## [WHAT IS NEEDED]
Within the entries below, the lines from the one with "M1804 324 1840 344 1799 419 1762 399Z" through the one with "M1124 369 1164" are to be set down exactly, both ends kept.
======== STUDY MATERIAL
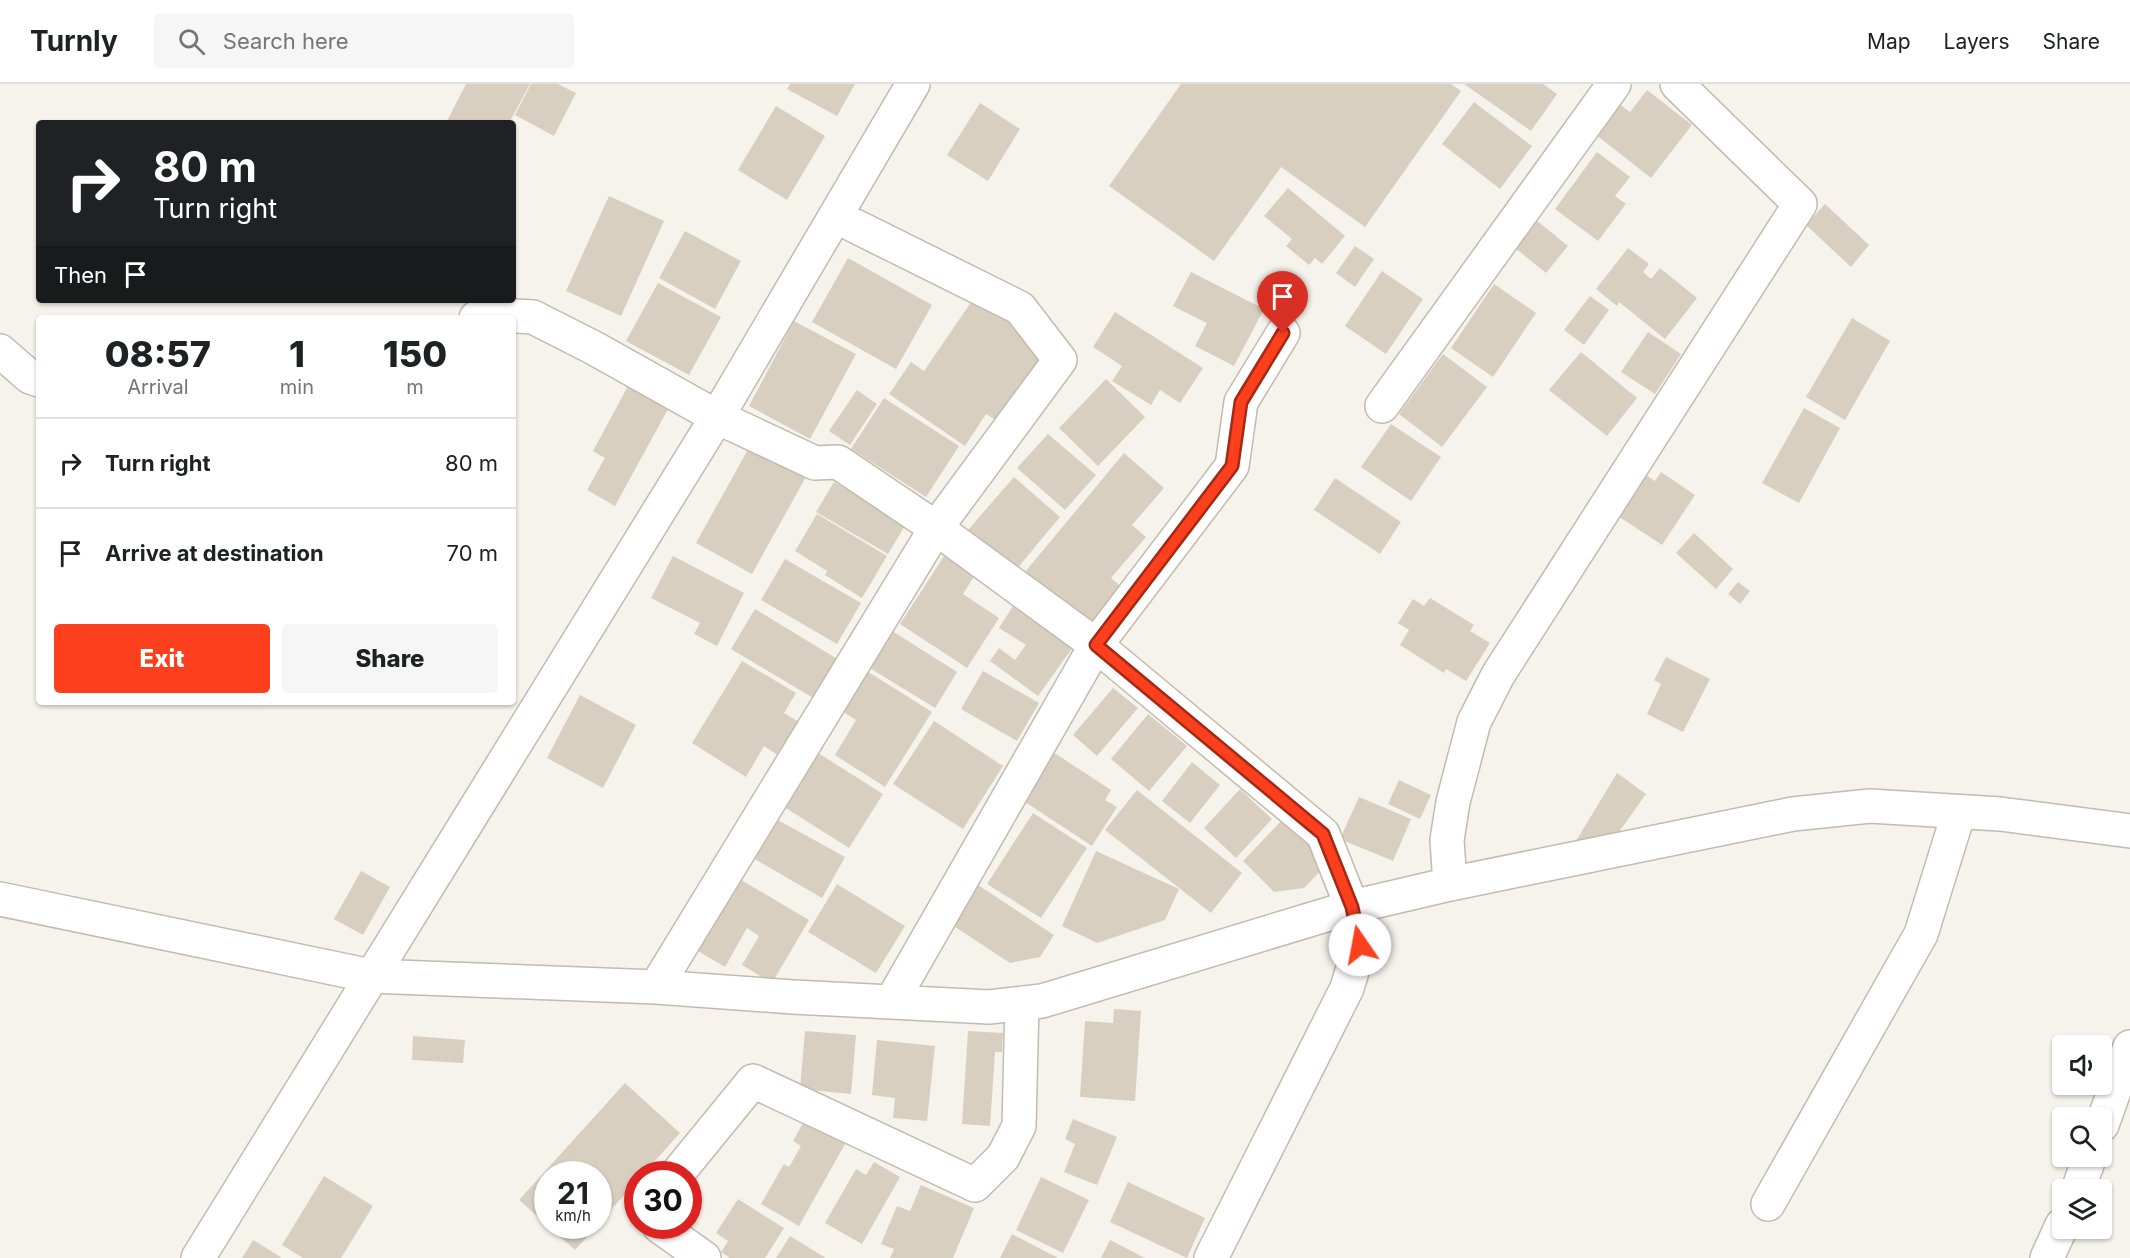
<!DOCTYPE html>
<style>
:root{--surface:#fff;--page:#f6f6f6;--text:#202124;--muted:#757577;--line:#e0e0e0;--accent:#fc3f1d}
body{margin:0;font-family:Inter,sans-serif;background:var(--page);color:var(--text);height:100vh;display:flex;flex-direction:column;font-size:22px;white-space:nowrap}
*{box-sizing:border-box;margin:0}
p{font-size:20px;color:var(--muted)}
.icon{flex:none;width:33px;height:33px;fill:none;stroke:currentColor;stroke-width:2;stroke-linecap:round;stroke-linejoin:round}
.map{position:relative;flex:1;overflow:hidden}
.details{position:absolute;left:36px;top:231px;width:480px;height:390px;display:flex;flex-direction:column;background:var(--surface);border-radius:6px;box-shadow:0 2px 4px #0004}
.details>*{flex:none}
.top-card{position:absolute;left:36px;top:36px;width:480px;height:183px;border-radius:6px;box-shadow:0 2px 4px #0004;background:#202124;color:#fff;overflow:hidden}
.tools{position:absolute;left:2052px;top:951px;display:grid;gap:12px}
.tools a{display:grid;place-items:center;width:60px;height:60px;border-radius:6px;background:var(--surface);box-shadow:0 2px 4px #0004;font-size:30px}
.speed{position:absolute;left:534px;top:1077px;display:flex;gap:12px;font-size:30px;font-weight:700;text-align:center}
.speed>*{display:grid;place-content:center;width:78px;height:78px;border-radius:50%;background:var(--surface);box-shadow:0 2px 4px #0004;line-height:1}
.speed small{font-size:15px;font-weight:400}
.speed .limit{border:9px solid #d22;background:#fff;color:#111}
.pin{position:absolute;display:grid;place-items:center;width:51px;height:51px;color:#fff;margin:-62px -26px;border-radius:50% 50% 50% 0;rotate:-45deg;box-shadow:0 0 6px #0007}
.pin .icon{rotate:45deg}
.me{position:absolute;width:66px;margin:-33px;rotate:348deg;stroke-linejoin:round;filter:drop-shadow(0 0 4px #0008)}
.turn{display:flex;align-items:center;gap:21px;height:126px;padding:0 18px;font-size:27px}
.turn .icon{width:78px;height:78px;stroke-width:2.5}
.turn b{display:block;font-size:42px;line-height:51px}
.then{display:flex;align-items:center;height:57px;padding:0 18px;background:#0003;gap:12px;font-size:22px}
.eta{display:flex;justify-content:space-evenly;align-items:center;height:102px;text-align:center}
.eta b{font-size:36px;font-weight:800;line-height:42px}
.button{display:flex;gap:12px;margin-top:auto;padding:12px 18px}
.button a{flex:1;height:69px;border-radius:6px;background:var(--accent);color:#fff;font-size:24px;font-weight:800;line-height:69px;text-align:center}
.button a+a{background:var(--page);color:var(--text)}
ul{padding:0;list-style:none}
li{display:flex;align-items:center;gap:18px;height:90px;padding:0 18px;border-top:2px solid var(--line)}
li div{flex:1}
li b{display:block;font-size:22px}
li em{font-style:normal}
header{display:flex;align-items:center;gap:36px;box-sizing:border-box;height:84px;padding:0 30px;background:var(--surface);border-bottom:2px solid var(--line)}
header strong{font-size:28px}
nav{display:flex;gap:33px;margin-inline-start:auto;font-size:21px}
.search{width:420px;height:54px;background:var(--page);display:flex;align-items:center;gap:15px;box-sizing:border-box;padding:0 21px;border-radius:6px;color:var(--muted);font-size:22px}
.map>svg:first-child{display:block}
.building{fill:#d8cfc1}
.lines{fill:none;stroke-linecap:round;stroke-linejoin:round}
.minor-casing{stroke:#c2bbae;stroke-width:36}
.minor{stroke:#fff;stroke-width:33}
.route-casing{stroke:#a42913;stroke-width:15}
.route{stroke:#fc3f1d;stroke-width:10}
</style>
<header>
<strong>Turnly</strong>
<div class="search"><svg class="icon" aria-label="search" viewBox="0 0 24 24"><circle cx="10" cy="10" r="6"/><path d="M15 15l6 6"/></svg>Search here</div>
<nav><a>Map</a><a>Layers</a><a>Share</a></nav>
</header>
<div class="map">
<svg width="2130" height="1174" viewBox="0 0 2130 1174">
<rect width="100%" height="100%" fill="#f6f3ec"/>
<!-- building -->
<path class="building" d="M466 0H530L509 39H446Z
M531 0H558L576 9 554 52 515 31Z
M790 0H855L837 32 787 5Z
M1181 0H1451L1461 7 1365 143 1281 83 1214 177 1109 102Z
M1464 0H1543L1557 10 1531 47Z
M1647 6 1692 41 1651 94 1595 50 1619 20 1630 28Z
M1474 18 1532 62 1500 105 1442 60Z
M980 19 1020 45 988 97 947 71Z
M776 22 825 52 787 116 738 86Z
M1597 68 1630 93 1615 112 1626 120 1598 157 1555 125Z
M1288 104 1345 152 1322 180 1315 174 1309 181 1286 162 1292 155 1264 132Z
M609 112 664 137 621 232 566 207Z
M1825 120 1869 161 1851 183 1806 141Z
M1531 132 1568 162 1546 189 1509 159Z
M685 147 741 177 715 225 659 194Z
M1355 162 1374 175 1355 203 1336 189Z
M1628 164 1649 180 1643 188 1651 195 1660 184 1697 214 1665 255 1619 218 1617 222 1596 205Z
M848 174 932 221 896 285 812 238Z
M1382 187 1423 215 1386 270 1345 242Z
M1191 188 1264 225 1234 282 1195 262 1207 239 1173 222Z
M658 199 721 233 689 291 626 257Z
M1494 200 1536 229 1493 293 1451 264Z
M1590 212 1609 226 1584 261 1564 246Z
M974 214 1047 264 997 337 986 330 965 362 889 310 911 278 924 287Z
M1115 228 1203 284 1180 319 1160 306 1151 321 1112 297 1122 282 1093 263Z
M1852 234 1890 257 1845 336 1806 313Z
M794 237 856 270 810 355 749 322Z
M1648 248 1681 270 1655 310 1621 288Z
M1581 268 1637 314 1607 352 1549 306Z
M1443 270 1487 303 1442 363 1399 330Z
M1106 295 1145 333 1098 382 1059 344Z
M628 302 668 325 615 422 587 406 605 374 593 367Z
M857 306 877 320 850 361 829 347Z
M884 314 959 362 926 413 851 365Z
M1804 324 1840 344 1799 419 1762 399Z
M1391 340 1441 373 1411 417 1361 383Z
M1048 350 1096 391 1065 426 1017 384Z
M751 360 807 391 752 490 696 459Z
M1124 369 1164 404 1132 441 1146 453 1111 494 1124 505 1091 544 1025 488Z
M1661 388 1695 411 1662 461 1618 432 1646 391 1655 397Z
M1014 393 1060 433 1015 487 968 446Z
M1335 394 1401 438 1380 470 1314 426Z
M834 398 876 423 912 430 888 470 816 428Z
M817 430 887 472 862 514 825 491 827 487 795 467Z
M1694 449 1733 485 1716 505 1676 469Z
M673 472 744 509 717 562 694 550 700 539 651 514Z
M944 472 975 491 963 510 999 534 967 584 900 540Z
M785 475 861 519 837 560 761 516Z
M1738 498 1750 507 1740 520 1728 510Z
M1430 514 1474 541 1470 547 1490 559 1466 597 1446 585 1444 589 1400 561 1409 546 1398 539 1413 515 1424 522Z
M1017 516 1076 559 1038 612 990 577 999 564 1015 576 1026 561 999 544Z
M755 525 839 576 815 615 731 565Z
M886 543 957 588 935 624 863 580Z
M1666 573 1710 595 1683 648 1647 630 1661 600 1654 596Z
M742 577 796 609 784 629 799 638 779 672 764 662 746 693 692 659Z
M862 584 932 628 885 703 835 671 856 636 837 624Z
M983 587 1039 619 1017 657 961 625Z
M1113 604 1138 624 1097 672 1073 651Z
M580 611 636 641 603 704 547 674Z
M1148 630 1187 662 1149 707 1111 675Z
M934 637 1003 682 963 745 893 700Z
M815 667 883 710 849 764 781 721Z
M1053 668 1111 706 1105 716 1117 723 1092 762 1022 716Z
M1192 678 1220 701 1190 739 1162 717Z
M1617 689 1646 710 1619 748 1576 757Z
M1399 696 1431 711 1420 735 1388 720Z
M1240 705 1272 735 1236 774 1204 744Z
M1137 706 1242 789 1211 829 1105 746Z
M1359 713 1411 735 1393 777 1340 755Z
M1033 729 1087 764 1041 834 987 800Z
M769 731 845 773 822 814 746 770Z
M1284 734 1329 778 1304 804 1274 808 1243 777Z
M1096 767 1179 805 1165 836 1097 859 1062 842Z
M361 787 390 803 363 851 334 835Z
M738 794 809 836 772 899 742 881 759 852 747 844 725 883 696 866Z
M837 800 905 842 876 889 808 848Z
M978 801 1054 851 1040 873 1010 879 952 841Z
M1114 925 1141 927 1135 1017 1080 1013 1085 937 1113 939Z
M805 947 856 951 851 1010 800 1005Z
M968 947 1003 949 1002 968H995L990 1042 962 1040Z
M413 952 465 956 463 979 412 976Z
M877 956 935 962 927 1037 893 1034 895 1014 872 1011Z
M625 999 680 1049 643 1090H638V1096L598 1140V1090H548V1142H597L575 1166 519 1116Z
M1073 1035 1117 1053 1097 1101 1064 1088 1075 1060 1065 1055Z
M804 1037 845 1060 799 1142 761 1120 784 1080 789 1083 801 1062 793 1057Z
M874 1078 900 1093 862 1160 825 1139 856 1085 866 1091Z
M324 1092 373 1122 341 1174H303L282 1161Z
M1041 1093 1089 1116 1063 1169 1016 1146Z
M1128 1098 1205 1134 1187 1174 1110 1138Z
M921 1101 974 1124 953 1174H890L894 1165 881 1160 897 1122 910 1127Z
M738 1115 784 1144 765 1174H730L721 1168 728 1157 716 1149Z
M1012 1150 1058 1174H1000Z
M790 1152 826 1174H776Z
M253 1156 282 1174H242Z
M1110 1156 1145 1174H1101Z"/>
<g class="lines">
<!-- minor casing -->
<g class="minor-casing">
<path id="minor" d="M476 234 485 230 533 233 594 264 717 333 815 379 838 378 936 444 1096 561 1323 750 1352 823 1360 861 1347 904 1211 1174
M0 267 30 293 39 296
M1382 322 1614 0
M1450 800 1447 756 1453 718 1474 638 1498 591 1800 120 1677 0
M0 815 371 892 656 903 793 913 989 923 1042 917 1352 823 1450 800 1793 730 1870 722 2000 730 2130 747
M656 903 936 444 1060 276 1020 224 835 132
M892 917 1096 561 1232 382 1241 318 1283 249
M2102 1041 2130 963
M677 1090 753 997 975 1101 1003 1073 1019 1042 1022 919
M2078 1106 2090 1072
M1768 1120 1921 850 1959 728
M659 1142 704 1174
M198 1174 717 333 913 0
M2047 1174 2062 1141"/>
</g>
<!-- minor -->
<use href="#minor" class="minor"/>
</g>
<g class="lines">
<!-- route casing -->
<g class="route-casing">
<path id="route" d="M1283 249 1241 318 1232 382 1096 561 1323 750 1352 823 1360 861"/>
</g>
<!-- route -->
<use href="#route" class="route"/>
</g>
</svg>
<div class="tools">
<a><svg class="icon" aria-label="sound" viewBox="0 0 24 24"><path d="M4 9h4l5-4v14l-5-4H4zM17 9q2 3 0 6"/></svg></a>
<a><svg class="icon" aria-label="search" viewBox="0 0 24 24"><circle cx="10" cy="10" r="6"/><path d="M15 15l6 6"/></svg></a>
<a><svg class="icon" aria-label="layers" viewBox="0 0 24 24"><path d="M12 4l9 5-9 5-9-5zM3 14l9 5 9-5"/></svg></a>
</div>
<div class="speed"><div>21<small>km/h</small></div><div class="limit">30</div></div>
<div class="pin" style="left:1283px;top:249px;background:#d93025"><svg class="icon" aria-label="arrive" viewBox="0 0 24 24"><path d="M6 21V4h12l-3 4 3 4H6"/></svg></div>
<svg class="me" style="left:1360px;top:861px" viewBox="-20 -20 40 40"><circle r="19" fill="#fff"/><path d="M0-13L10 11 0 6-10 11z" fill="#fc3f1d"/></svg>
<div class="top-card">
<div class="turn"><svg class="icon" aria-label="right" viewBox="0 0 24 24"><path d="M7 20v-9h11M14 6l5 5-5 5"/></svg><div><b>80 m</b>Turn right</div></div>
<div class="then">Then<svg class="icon" aria-label="arrive" viewBox="0 0 24 24"><path d="M6 21V4h12l-3 4 3 4H6"/></svg></div>
</div>
<section class="details">
<div class="eta">
<div><b>08:57</b><p>Arrival</p></div>
<div><b>1</b><p>min</p></div>
<div><b>150</b><p>m</p></div>
</div>
<ul>
<li><svg class="icon" aria-label="right" viewBox="0 0 24 24"><path d="M7 20v-9h11M14 6l5 5-5 5"/></svg><div><b>Turn right</b></div><em>80 m</em></li>
<li><svg class="icon" aria-label="arrive" viewBox="0 0 24 24"><path d="M6 21V4h12l-3 4 3 4H6"/></svg><div><b>Arrive at destination</b></div><em>70 m</em></li>
</ul>
<div class="button"><a>Exit</a><a>Share</a></div>
</section>
</div>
================
## [WRITTEN RESPONSE]
M1804 324 1840 344 1799 419 1762 399Z
M1391 340 1441 373 1411 417 1361 383Z
M1048 350 1096 391 1065 426 1017 384Z
M751 360 807 391 752 490 696 459Z
M1124 369 1164 404 1132 441 1146 453 1111 494 1124 505 1091 544 1025 488Z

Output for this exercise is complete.